With Khan as Mayor, London can hope to see an improvement in air quality. 

“As someone who lives with adult-onset asthma I know how bad air quality in the capital has become,” he wrote. 

“I want to be the greenest mayor London has ever had – it is not acceptable that 10,000 people die in London every year because our air is so filthy. That’s why I have ambitious plans to make green London’s bus fleet and remove the filthiest vehicles from our roads.

He also pledged to improve security in the capital of the UK.“While the cost of living in London has soared, the number of police officers making our city safe has plummeted. Conservative cuts mean there are 1,500 fewer officers on London’s streets, and violent crime levels are up in every single borough. I will make policing a priority, and work to tackle sexual assaults on public transport and the unacceptable rise in hate crime.”
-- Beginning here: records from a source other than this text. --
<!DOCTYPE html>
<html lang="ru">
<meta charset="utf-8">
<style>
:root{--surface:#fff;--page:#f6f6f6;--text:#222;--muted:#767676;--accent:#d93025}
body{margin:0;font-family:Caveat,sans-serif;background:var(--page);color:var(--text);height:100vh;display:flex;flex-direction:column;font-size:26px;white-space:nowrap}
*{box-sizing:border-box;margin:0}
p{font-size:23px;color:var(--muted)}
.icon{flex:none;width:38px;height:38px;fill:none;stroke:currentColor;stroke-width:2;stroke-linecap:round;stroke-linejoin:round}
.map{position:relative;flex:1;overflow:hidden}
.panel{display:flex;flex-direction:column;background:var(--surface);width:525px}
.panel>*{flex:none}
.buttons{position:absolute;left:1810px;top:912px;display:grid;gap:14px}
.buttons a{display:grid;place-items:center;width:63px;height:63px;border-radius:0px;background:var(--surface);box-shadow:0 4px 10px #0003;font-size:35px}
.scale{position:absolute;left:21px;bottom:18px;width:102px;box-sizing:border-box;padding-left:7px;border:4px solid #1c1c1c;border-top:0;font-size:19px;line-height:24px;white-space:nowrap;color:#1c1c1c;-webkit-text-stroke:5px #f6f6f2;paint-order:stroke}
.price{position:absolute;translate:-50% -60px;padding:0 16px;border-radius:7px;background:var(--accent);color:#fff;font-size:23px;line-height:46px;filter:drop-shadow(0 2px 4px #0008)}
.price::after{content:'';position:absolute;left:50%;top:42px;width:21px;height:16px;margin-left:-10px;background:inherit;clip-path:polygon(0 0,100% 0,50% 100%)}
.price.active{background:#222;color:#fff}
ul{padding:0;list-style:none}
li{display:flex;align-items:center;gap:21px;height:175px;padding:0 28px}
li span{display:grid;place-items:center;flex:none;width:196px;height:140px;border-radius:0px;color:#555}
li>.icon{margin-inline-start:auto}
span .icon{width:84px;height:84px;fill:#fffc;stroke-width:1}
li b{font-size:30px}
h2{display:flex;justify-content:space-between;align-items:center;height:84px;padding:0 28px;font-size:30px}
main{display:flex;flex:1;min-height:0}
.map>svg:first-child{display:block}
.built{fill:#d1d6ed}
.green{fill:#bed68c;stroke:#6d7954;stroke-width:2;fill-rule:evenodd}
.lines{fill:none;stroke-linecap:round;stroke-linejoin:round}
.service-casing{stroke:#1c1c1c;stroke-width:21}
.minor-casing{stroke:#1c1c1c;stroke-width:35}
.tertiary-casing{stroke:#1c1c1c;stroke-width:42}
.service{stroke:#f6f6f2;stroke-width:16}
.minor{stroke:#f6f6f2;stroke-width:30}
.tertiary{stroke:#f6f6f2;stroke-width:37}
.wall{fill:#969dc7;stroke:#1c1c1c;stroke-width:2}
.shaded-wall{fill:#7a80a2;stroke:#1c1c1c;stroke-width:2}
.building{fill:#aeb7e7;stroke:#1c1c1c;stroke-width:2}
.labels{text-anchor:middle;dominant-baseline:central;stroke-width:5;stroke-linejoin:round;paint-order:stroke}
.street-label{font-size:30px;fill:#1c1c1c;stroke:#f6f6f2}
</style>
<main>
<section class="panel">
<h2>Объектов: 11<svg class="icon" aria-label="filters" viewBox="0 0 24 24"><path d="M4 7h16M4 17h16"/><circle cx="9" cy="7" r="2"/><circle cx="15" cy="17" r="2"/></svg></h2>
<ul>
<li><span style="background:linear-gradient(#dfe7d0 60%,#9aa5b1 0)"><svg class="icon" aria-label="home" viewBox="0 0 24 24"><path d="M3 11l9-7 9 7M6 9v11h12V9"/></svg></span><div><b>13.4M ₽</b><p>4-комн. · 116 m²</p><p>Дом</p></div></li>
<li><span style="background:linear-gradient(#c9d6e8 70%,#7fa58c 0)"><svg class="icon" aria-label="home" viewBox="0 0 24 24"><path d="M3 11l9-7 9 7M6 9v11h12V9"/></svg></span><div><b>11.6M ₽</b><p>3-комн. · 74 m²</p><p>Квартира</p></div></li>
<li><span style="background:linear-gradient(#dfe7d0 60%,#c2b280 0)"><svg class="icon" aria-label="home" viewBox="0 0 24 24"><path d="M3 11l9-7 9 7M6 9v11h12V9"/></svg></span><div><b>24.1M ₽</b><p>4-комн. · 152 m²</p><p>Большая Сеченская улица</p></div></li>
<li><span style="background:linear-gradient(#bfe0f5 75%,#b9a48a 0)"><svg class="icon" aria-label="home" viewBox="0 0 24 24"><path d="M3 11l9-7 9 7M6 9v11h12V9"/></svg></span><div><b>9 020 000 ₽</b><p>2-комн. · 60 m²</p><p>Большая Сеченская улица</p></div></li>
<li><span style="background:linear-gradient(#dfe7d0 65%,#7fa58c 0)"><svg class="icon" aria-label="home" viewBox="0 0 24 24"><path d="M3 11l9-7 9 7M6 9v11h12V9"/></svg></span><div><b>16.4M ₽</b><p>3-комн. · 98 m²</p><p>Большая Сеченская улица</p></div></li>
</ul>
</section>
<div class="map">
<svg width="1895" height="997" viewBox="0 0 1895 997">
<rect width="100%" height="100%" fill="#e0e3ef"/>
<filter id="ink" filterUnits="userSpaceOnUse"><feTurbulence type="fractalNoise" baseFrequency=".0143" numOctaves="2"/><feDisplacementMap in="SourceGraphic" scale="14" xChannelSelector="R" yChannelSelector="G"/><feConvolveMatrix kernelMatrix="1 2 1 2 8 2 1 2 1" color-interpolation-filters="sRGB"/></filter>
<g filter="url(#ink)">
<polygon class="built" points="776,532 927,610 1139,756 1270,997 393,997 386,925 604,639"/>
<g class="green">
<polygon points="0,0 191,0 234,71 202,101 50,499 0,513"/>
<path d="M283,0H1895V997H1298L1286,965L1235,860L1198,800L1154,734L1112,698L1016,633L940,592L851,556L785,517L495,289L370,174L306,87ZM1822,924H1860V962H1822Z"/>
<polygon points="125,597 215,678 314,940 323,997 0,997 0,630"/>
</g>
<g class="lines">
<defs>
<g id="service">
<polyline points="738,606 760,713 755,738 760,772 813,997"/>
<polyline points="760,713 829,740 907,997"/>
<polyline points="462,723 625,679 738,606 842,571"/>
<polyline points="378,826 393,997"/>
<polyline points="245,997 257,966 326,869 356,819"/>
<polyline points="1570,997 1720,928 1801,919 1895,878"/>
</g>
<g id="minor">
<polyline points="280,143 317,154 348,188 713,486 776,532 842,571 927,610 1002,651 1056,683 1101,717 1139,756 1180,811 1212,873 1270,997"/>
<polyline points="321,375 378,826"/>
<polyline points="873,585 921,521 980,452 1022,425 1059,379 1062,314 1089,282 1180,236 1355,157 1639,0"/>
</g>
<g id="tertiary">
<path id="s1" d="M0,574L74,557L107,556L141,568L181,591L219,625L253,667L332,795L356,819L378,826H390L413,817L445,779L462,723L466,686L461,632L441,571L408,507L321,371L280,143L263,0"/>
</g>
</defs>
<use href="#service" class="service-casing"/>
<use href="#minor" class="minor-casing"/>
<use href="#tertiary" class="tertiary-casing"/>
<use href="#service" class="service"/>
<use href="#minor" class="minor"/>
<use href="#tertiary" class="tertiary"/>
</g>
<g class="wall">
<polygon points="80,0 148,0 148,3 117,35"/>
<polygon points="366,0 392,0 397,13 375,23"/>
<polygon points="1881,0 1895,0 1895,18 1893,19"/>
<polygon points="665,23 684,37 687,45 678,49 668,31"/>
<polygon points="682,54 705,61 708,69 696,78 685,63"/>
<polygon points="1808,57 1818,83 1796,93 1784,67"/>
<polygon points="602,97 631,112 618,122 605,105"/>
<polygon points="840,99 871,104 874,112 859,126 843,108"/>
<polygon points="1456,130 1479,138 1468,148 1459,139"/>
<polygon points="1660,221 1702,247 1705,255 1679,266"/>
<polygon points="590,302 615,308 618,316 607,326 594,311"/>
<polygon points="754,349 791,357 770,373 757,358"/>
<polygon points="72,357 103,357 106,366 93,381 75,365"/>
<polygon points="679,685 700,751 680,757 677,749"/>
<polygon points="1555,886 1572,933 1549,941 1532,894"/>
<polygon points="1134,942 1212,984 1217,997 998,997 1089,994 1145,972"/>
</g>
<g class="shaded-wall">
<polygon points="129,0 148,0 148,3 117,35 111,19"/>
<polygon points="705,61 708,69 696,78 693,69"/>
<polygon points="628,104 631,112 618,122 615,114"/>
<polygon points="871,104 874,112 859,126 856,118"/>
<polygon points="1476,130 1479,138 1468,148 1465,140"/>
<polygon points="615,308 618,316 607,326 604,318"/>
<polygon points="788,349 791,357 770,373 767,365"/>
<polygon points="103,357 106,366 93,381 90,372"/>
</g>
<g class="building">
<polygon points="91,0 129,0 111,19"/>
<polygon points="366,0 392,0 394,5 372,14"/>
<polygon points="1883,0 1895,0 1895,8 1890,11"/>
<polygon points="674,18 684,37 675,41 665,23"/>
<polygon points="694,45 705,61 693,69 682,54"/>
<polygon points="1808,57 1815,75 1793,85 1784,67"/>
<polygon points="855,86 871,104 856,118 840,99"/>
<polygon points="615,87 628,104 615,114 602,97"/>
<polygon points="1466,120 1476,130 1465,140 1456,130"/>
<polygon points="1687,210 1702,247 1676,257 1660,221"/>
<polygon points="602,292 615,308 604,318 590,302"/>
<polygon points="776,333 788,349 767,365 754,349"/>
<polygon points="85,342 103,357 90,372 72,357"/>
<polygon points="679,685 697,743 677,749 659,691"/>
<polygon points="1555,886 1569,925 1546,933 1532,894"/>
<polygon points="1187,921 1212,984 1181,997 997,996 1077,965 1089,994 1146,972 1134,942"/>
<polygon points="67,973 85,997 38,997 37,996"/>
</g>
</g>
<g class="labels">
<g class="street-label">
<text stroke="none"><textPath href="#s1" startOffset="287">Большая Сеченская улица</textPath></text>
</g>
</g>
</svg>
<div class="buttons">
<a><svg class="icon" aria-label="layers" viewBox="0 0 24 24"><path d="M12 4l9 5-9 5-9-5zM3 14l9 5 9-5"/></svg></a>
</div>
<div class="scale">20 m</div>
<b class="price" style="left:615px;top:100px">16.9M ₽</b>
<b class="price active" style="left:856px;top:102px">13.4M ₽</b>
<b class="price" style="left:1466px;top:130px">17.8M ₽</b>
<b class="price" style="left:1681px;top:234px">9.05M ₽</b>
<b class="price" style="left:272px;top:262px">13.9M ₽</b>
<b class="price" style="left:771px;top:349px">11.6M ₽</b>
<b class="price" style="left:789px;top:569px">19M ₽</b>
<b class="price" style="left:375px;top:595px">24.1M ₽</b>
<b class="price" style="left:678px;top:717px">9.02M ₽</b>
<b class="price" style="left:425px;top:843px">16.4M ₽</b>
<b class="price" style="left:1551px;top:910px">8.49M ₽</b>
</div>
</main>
But the clearest message of Khan’s campaign was on tackling the runaway cost of accommodation. “Our city is living through the worst housing crisis in a generation, rents are sky-high and the average cost of a home in London is more than £500,000,” he wrote. 

“If I become mayor of London, my single biggest priority will be to build thousands more homes every year. I will set a target to make half of all the new homes that are built genuinely affordable, with first dibs for Londoners.”

Khan, who is set to be the first Muslim mayor of a major western city, was nominated Labour’s candidate for the mayoral contest ahead of former Olympics Minister Dame Tessa Jowell. 

Host City would like to thank Dame Tessa Jowell and former Mayors Boris Johnson and Ken Livingstone for all their contributions to and invaluable support of Host City; and to welcome Sadiq Khan's plans for London.